- To do
The output is the lines below from the one with "position:absolute; left:1844px; top:248px;" through the one with "display:flex; align-items:center; height:66px;", both included, printed exactly and with no other line.

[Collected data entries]
-=-=-=-=-
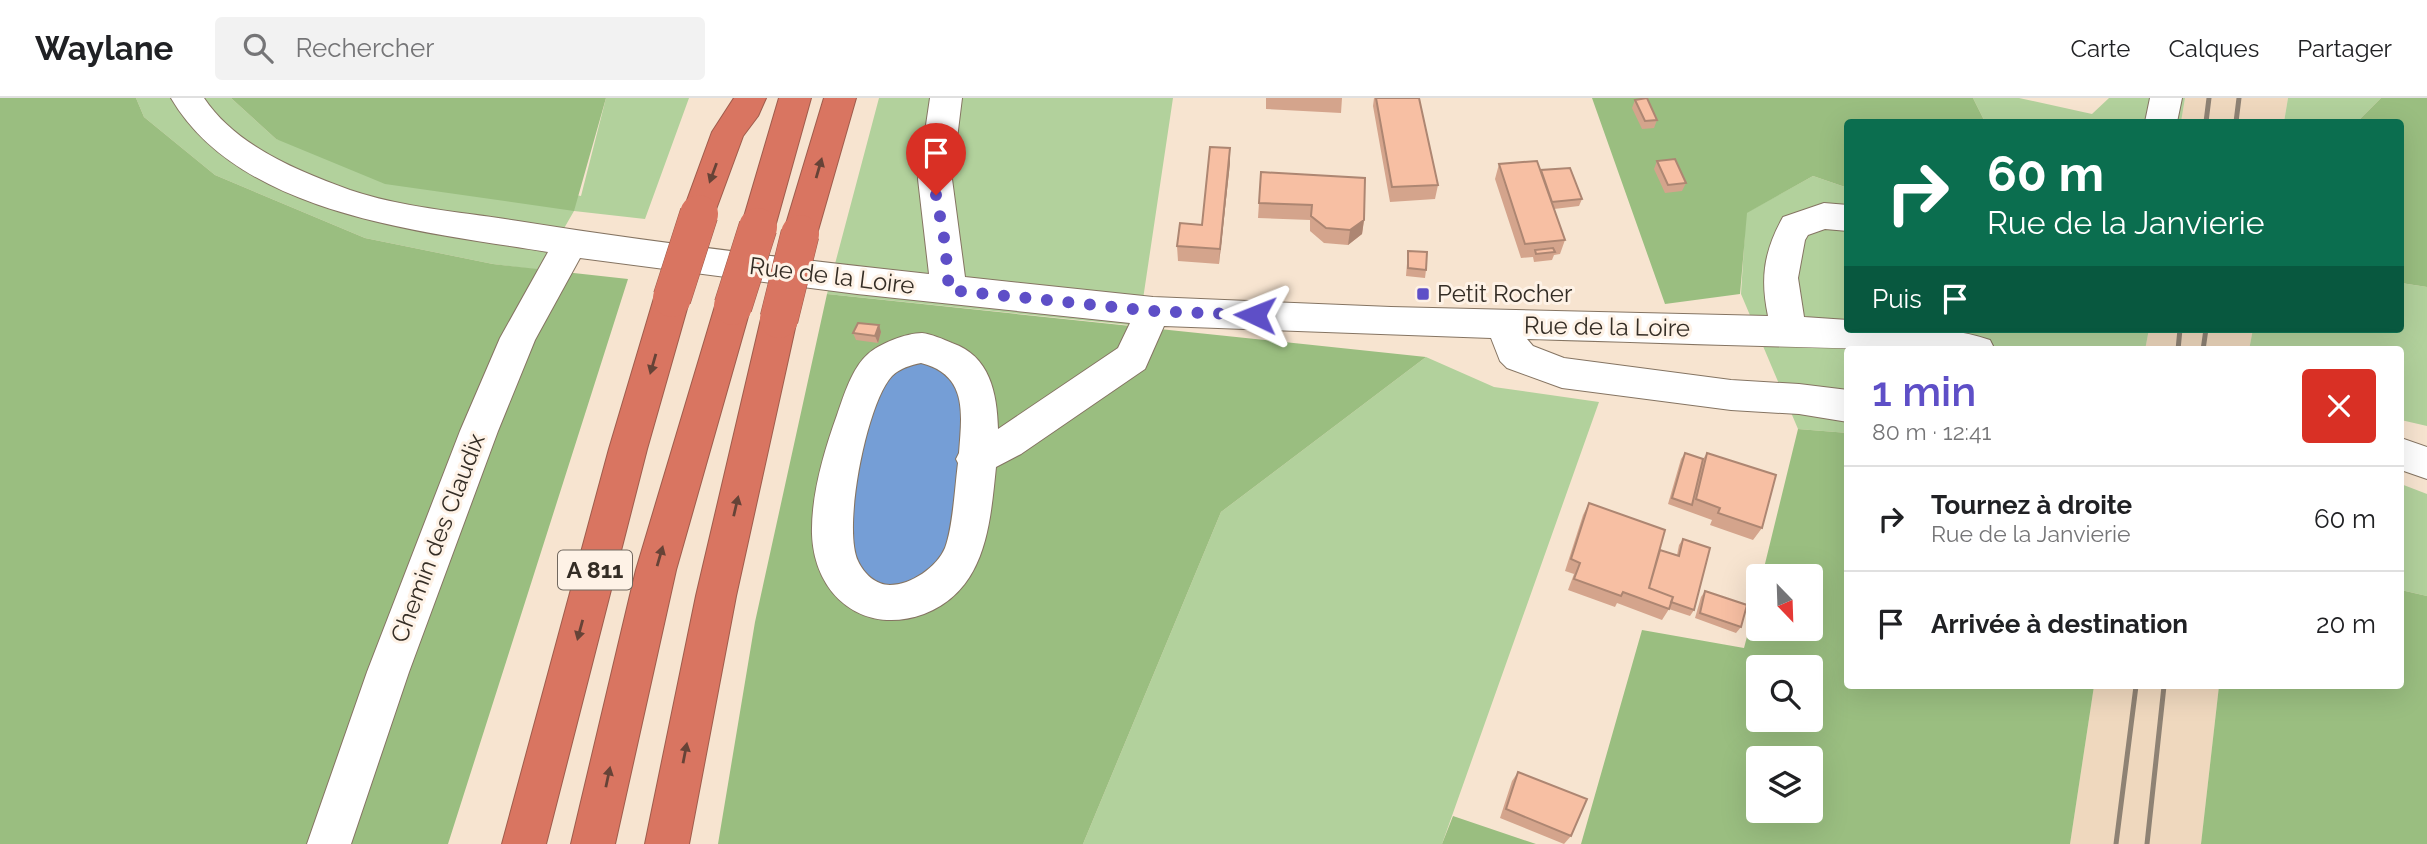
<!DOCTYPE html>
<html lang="fr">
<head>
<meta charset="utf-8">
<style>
  body { margin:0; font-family:Raleway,sans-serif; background:#f2f2f2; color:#202124; height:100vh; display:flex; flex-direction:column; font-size:26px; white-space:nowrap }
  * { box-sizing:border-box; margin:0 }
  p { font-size:23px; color:#757577 }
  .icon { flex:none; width:38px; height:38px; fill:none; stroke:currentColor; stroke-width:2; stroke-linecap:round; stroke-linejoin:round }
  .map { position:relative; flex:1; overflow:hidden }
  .sheet { position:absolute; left:1844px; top:248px; width:560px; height:343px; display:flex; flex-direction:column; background:#fff; border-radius:7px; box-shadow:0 7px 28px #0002 }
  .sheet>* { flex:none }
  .banner { position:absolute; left:1844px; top:21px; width:560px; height:214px; border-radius:7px; box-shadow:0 7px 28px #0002; background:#0b6e4f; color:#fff; overflow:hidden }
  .needle { width:46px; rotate:157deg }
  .fabs { position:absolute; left:1746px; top:466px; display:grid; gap:14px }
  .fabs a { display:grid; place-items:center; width:77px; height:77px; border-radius:7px; background:#fff; box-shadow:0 7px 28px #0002; font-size:35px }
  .pin { position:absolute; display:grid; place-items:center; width:60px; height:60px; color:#fff; margin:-72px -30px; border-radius:50% 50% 50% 0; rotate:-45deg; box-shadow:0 0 7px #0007 }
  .pin .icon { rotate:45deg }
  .me { position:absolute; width:77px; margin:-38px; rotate:272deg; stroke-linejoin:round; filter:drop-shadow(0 0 5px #0008) }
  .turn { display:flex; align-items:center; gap:24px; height:147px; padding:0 28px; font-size:32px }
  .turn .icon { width:91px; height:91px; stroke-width:2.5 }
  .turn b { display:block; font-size:49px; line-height:60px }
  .then { display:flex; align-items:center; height:66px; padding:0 28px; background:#0003; gap:14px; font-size:26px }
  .round { display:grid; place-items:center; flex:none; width:74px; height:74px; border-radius:7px; background:#f2f2f2 }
  .summary { display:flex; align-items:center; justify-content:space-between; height:119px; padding:0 28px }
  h1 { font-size:42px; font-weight:600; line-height:52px; color:#5e4fc7 }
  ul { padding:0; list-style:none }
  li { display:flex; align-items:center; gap:21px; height:105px; padding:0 28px; border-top:2px solid #e0e0e0 }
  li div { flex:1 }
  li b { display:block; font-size:26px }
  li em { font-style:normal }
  header { display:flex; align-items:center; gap:42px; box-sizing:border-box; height:98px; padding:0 35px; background:#fff; border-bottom:2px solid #e0e0e0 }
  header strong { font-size:33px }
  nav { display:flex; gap:38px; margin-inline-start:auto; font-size:24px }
  .search { width:490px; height:63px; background:#f2f2f2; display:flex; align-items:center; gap:18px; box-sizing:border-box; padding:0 24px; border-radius:7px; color:#757577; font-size:26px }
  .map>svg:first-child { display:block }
</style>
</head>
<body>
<header>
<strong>Waylane</strong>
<div class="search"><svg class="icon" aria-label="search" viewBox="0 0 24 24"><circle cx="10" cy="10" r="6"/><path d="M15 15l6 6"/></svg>Rechercher</div>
<nav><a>Carte</a><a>Calques</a><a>Partager</a></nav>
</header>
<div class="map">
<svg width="2427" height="746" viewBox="0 0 2427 746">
  <rect width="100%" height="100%" fill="#f7e4d0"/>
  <!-- built -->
  <path fill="#efd8be" d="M2185,0H2288L2284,24H2181Z
    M2149,231H2253L2249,252H2145Z
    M2094,588H2219L2201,746H2070Z"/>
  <!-- green -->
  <path fill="#b2d19c" d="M136,0H231L276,41L581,98L606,0H689L645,121L574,113L540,172L493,166L365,140L215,77L144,19Z
    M879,0H1173L1139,228L827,196Z
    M1973,0H2019L2092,16L2109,0H2185L2181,24H1985Z
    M2288,0H2381L2357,24H2284Z
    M1813,78L1848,90V231H2149L2145,252H1848V335L1798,331L1741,196L1746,115Z
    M2401,185L2427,189V328L2401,322V252H2249L2253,231H2401Z
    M1426,259L1494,289L1599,304L1442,746H1083L1221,414Z
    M2401,386L2427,396V498L2401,492Z"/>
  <!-- forest -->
  <path fill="#9abe80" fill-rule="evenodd" d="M0,0H136L144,19L215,77L365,140L493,166L628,181L448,746H0Z
    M231,0H606L574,113L385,86L276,41Z
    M1592,0H1973L1985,24H1848V90L1813,78L1747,115L1740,196L1665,206Z
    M2381,0H2427V189L2401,185V24H2357Z
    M827,196L1426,259L1221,414L1083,746H718L755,524Z
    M1798,331L1848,335V588H2094L2070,746H1581L1642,532L1744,550L1759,493V530H1811V478H1762ZM1759,569H1811V621H1759ZM1759,660H1811V712H1759Z
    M2401,492L2427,498V746H2201L2219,588H2401Z
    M1453,718L1536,746H1442Z"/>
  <!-- water -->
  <path fill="#759ed6" d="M926,260L970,299L945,467L892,496L858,473L849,450L864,312L891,269Z"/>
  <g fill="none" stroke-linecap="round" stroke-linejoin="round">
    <defs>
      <path id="minor" d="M171,0H204C236,48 298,73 350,92C403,110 463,114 518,123C654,145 792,161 929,176L918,81L930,0H962L952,81L965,179L1153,199L1391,209L1768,218C1760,180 1764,153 1783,119L1824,105L1848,107V133L1825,131L1808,137L1805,142L1798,180L1804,219L1848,222V231C1895,231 1945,226 1990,242L1995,252C1839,252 1683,245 1527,241L1533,248L1564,260L1731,282L1799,286L1848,292V324L1799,316L1731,312L1562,290L1507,270L1500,263L1491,240L1164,228L1145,271L1021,356L996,369C990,427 986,492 924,516C864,538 814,498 812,436C811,397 824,353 837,317C844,297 852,270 868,256C879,246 906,235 922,235C931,236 943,241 952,245C990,258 997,295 998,331L1118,250L1130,225L857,196L580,160L535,242L498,333L409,574L351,746H307L367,574L460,333L500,240L548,154C426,134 240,118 171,0ZM921,265C968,277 962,315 959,355L956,361L958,365C955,388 953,429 945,450C937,469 911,487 890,487C876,487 864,476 858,463C842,430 867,304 892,278C900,270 911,267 921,265Z
        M2150,0H2182L2177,24H2145Z
        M2401,340L2427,349V381L2401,372Z"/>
      <path id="highway" d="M734,0H766L758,18L743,38L711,125L699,129L687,125L682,116L712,34Z
        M779,0H811L775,129L770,138L758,142L746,138L741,129Z
        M824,0H856L817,136L812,145L800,149L788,145L783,136Z
        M672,186L685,190L690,200L647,351L546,746H502L609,351L654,200L659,190Z
        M733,194L746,198L751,208L676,472L615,746H571L636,472L715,208L720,198Z
        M779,207L792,211L797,221L736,498L689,746H645L696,498L761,221L766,211Z"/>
    </defs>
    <!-- minor casing -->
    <use href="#minor" stroke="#857462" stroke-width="2"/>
    <!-- highway casing -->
    <use href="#highway" stroke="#9f5c4c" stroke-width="2"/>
    <!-- minor -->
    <use href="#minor" fill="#fff" fill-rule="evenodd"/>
    <!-- highway -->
    <use href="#highway" fill="#d97561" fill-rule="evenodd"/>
    <!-- rail -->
    <path stroke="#8e8274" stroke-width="5" d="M2206,24L2209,0
      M2236,24L2239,0
      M2178,252L2180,231
      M2203,252L2206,231
      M2116,746L2136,588
      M2147,746L2164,588"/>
    <defs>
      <path id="highway-bridge" d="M672,200L699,116
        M733,208L758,129
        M779,221L800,136"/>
    </defs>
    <!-- highway-bridge casing -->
    <use href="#highway-bridge" stroke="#9f5c4c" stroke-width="39" stroke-linecap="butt"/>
    <!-- highway-bridge -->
    <use href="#highway-bridge" stroke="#d97561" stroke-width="38"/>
  </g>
  <!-- wall -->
  <path fill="#d4a48c" d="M1266,0H1342L1341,15L1266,11Z
    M1374,0H1419L1438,87L1435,101L1390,104L1373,8Z
    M1635,2L1657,22L1654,30L1642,31L1632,10Z
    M1230,50V65L1219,166L1178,163L1177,148L1202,127Z
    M1657,63L1686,85L1682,93L1665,95L1654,71Z
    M1499,66L1541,72L1582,101L1579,108L1554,111L1565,142L1560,156L1554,157L1552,162L1534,164L1533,159L1521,160L1495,81Z
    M1261,74L1364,122L1362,136L1348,147L1324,145L1310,133V122L1258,120Z
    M1408,153L1426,172L1425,180L1406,178Z
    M881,234L878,245L856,242L853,235Z
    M1685,355L1703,361L1707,355L1762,430L1753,442L1710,427L1712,422L1668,406L1681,361Z
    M1589,405L1660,452L1677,457L1679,447L1683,441L1694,512L1690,518L1669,511L1662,522L1617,505L1615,509L1568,492L1574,476L1565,473L1583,417Z
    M1705,493L1741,529L1736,535L1695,520L1701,499Z
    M1518,674L1571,738L1564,746L1500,720L1512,683Z"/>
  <!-- shaded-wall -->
  <path fill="#ad8672" d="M1230,50V65L1219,166L1220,151Z
    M1364,122L1362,136L1348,147L1350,132Z
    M879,227L881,234L878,245L875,238Z"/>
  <!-- building -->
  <path fill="#f7bfa3" stroke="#ad8672" stroke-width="2" d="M1376,0H1419L1438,87L1392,89Z
    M1647,0L1657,22L1645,23L1635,2Z
    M1210,49L1230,50L1220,151L1177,148L1180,125L1202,127Z
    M1675,61L1686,85L1668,87L1657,63Z
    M1537,63L1565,142L1525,146L1499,66Z
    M1570,70L1582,101L1552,104L1541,72Z
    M1261,74L1365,80L1364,122L1350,132L1326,130L1311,118L1312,107L1259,105Z
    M1553,150L1555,154L1536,156L1535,152Z
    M1408,153L1427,154L1426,172L1408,170Z
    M858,225L879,227L875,238L853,235Z
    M1685,355L1703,361L1692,407L1672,400Z
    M1707,355L1776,377L1762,430L1718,415L1720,410L1696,401Z
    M1589,405L1665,432L1649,490L1673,499L1669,511L1623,494L1621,498L1574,481L1580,465L1571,461Z
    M1683,441L1710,450L1694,512L1671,504L1673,499L1649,490L1660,452L1679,458Z
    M1705,493L1747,507L1741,529L1700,515Z
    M1518,674L1587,701L1571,738L1506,711Z"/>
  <!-- one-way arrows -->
  <defs><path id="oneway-solid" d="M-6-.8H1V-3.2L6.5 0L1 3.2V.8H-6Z" transform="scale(1.75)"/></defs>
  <g fill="#664337">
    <use href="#oneway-solid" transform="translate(819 70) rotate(-74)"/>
    <use href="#oneway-solid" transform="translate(713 75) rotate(110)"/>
    <use href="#oneway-solid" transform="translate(653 266) rotate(106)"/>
    <use href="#oneway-solid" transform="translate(736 408) rotate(-77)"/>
    <use href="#oneway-solid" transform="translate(660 458) rotate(-74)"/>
    <use href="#oneway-solid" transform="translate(580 532) rotate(105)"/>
    <use href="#oneway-solid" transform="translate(685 655) rotate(-79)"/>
    <use href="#oneway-solid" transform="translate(608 679) rotate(-78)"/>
  </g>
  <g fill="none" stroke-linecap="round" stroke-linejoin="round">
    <!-- route -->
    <path stroke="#5e4fc7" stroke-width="12" stroke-dasharray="0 21.6" d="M936,97L945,145L949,192L1153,213L1255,217"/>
  </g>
  <!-- markers -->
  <rect fill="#5e4fc7" stroke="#fef2e6" stroke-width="2.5" x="1416" y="189" width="14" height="14" rx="3.5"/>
  <g text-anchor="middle" stroke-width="6" stroke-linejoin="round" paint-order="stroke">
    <!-- shield labels -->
    <rect fill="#fef2e6" stroke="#71685f" stroke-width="2" x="558" y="452.5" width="74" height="39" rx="5"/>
    <g font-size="23" font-weight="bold" fill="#342d25">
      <text x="595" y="480">A 811</text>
    </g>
    <!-- street labels -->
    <g font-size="24" fill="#342d25" stroke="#fef2e6">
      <text transform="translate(832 178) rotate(7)" y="8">Rue de la Loire</text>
      <text transform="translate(1607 229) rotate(1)" y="8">Rue de la Loire</text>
      <text transform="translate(438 440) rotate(-69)" y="8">Chemin des Claudix</text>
    </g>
    <!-- poi labels -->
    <g font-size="24" fill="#342d25" stroke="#fef2e6" text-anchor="start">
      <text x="1437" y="204">Petit Rocher</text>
    </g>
  </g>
</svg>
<div class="fabs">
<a><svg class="needle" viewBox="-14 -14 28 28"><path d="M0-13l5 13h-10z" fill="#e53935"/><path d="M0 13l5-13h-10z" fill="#757577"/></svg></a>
<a><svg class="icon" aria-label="search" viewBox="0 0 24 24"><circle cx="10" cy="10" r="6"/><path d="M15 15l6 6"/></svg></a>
<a><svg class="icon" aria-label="layers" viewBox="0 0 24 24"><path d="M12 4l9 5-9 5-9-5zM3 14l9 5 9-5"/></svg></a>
</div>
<div class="pin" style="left:936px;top:97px;background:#d93025"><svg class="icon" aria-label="arrive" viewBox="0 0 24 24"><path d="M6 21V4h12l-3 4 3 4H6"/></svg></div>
<svg class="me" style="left:1255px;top:217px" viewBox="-20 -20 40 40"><path d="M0-17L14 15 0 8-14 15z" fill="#5e4fc7" stroke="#fff" stroke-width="4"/></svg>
<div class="banner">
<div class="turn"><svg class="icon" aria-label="right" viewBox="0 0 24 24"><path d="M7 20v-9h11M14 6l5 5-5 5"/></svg><div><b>60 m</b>Rue de la Janvierie</div></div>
<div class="then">Puis<svg class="icon" aria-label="arrive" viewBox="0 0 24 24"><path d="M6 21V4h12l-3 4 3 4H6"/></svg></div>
</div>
<section class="sheet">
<div class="summary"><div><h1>1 min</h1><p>80 m · 12:41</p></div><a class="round" style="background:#d93025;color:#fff"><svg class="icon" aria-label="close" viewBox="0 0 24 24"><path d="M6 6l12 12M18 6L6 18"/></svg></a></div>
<ul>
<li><svg class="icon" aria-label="right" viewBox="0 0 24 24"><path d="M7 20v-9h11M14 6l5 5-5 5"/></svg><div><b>Tournez à droite</b><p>Rue de la Janvierie</p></div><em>60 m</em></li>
<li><svg class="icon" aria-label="arrive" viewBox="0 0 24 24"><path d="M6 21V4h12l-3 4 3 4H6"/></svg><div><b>Arrivée à destination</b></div><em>20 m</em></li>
</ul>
</section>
</div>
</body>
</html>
-=-=-=-=-
- Written answer
  .sheet { position:absolute; left:1844px; top:248px; width:560px; height:343px; display:flex; flex-direction:column; background:#fff; border-radius:7px; box-shadow:0 7px 28px #0002 }
  .sheet>* { flex:none }
  .banner { position:absolute; left:1844px; top:21px; width:560px; height:214px; border-radius:7px; box-shadow:0 7px 28px #0002; background:#0b6e4f; color:#fff; overflow:hidden }
  .needle { width:46px; rotate:157deg }
  .fabs { position:absolute; left:1746px; top:466px; display:grid; gap:14px }
  .fabs a { display:grid; place-items:center; width:77px; height:77px; border-radius:7px; background:#fff; box-shadow:0 7px 28px #0002; font-size:35px }
  .pin { position:absolute; display:grid; place-items:center; width:60px; height:60px; color:#fff; margin:-72px -30px; border-radius:50% 50% 50% 0; rotate:-45deg; box-shadow:0 0 7px #0007 }
  .pin .icon { rotate:45deg }
  .me { position:absolute; width:77px; margin:-38px; rotate:272deg; stroke-linejoin:round; filter:drop-shadow(0 0 5px #0008) }
  .turn { display:flex; align-items:center; gap:24px; height:147px; padding:0 28px; font-size:32px }
  .turn .icon { width:91px; height:91px; stroke-width:2.5 }
  .turn b { display:block; font-size:49px; line-height:60px }
  .then { display:flex; align-items:center; height:66px; padding:0 28px; background:#0003; gap:14px; font-size:26px }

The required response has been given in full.